##### INPUT RECORDS #####

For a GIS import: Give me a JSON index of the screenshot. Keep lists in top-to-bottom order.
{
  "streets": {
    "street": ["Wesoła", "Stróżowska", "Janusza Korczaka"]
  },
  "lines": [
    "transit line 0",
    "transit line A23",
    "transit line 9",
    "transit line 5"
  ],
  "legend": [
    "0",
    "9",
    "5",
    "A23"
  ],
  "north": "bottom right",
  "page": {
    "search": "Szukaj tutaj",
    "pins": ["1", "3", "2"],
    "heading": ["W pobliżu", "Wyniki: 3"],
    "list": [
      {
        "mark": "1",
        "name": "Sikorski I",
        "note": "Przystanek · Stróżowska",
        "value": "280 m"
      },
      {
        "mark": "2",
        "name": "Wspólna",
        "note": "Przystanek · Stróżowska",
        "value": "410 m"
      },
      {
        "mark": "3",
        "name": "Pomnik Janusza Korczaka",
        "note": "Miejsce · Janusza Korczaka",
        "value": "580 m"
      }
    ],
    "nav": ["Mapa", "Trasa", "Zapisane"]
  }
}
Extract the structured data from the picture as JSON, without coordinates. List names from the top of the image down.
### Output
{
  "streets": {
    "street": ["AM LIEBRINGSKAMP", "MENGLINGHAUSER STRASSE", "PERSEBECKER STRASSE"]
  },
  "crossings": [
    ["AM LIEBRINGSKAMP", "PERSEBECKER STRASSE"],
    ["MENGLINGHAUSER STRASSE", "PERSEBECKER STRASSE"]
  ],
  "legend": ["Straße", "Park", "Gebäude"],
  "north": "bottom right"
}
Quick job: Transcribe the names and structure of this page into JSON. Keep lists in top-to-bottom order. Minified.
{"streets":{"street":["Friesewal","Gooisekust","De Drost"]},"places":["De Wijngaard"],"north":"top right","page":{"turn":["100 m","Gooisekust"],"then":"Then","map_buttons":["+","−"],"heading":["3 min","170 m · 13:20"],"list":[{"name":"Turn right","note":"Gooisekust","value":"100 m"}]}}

#####

Copy out every line from the one containing "Quick job: Transcribe" to the end of the material, both ends included.

> **YOUR SOLUTION**:
Quick job: Transcribe the names and structure of this page into JSON. Keep lists in top-to-bottom order. Minified.
{"streets":{"street":["Friesewal","Gooisekust","De Drost"]},"places":["De Wijngaard"],"north":"top right","page":{"turn":["100 m","Gooisekust"],"then":"Then","map_buttons":["+","−"],"heading":["3 min","170 m · 13:20"],"list":[{"name":"Turn right","note":"Gooisekust","value":"100 m"}]}}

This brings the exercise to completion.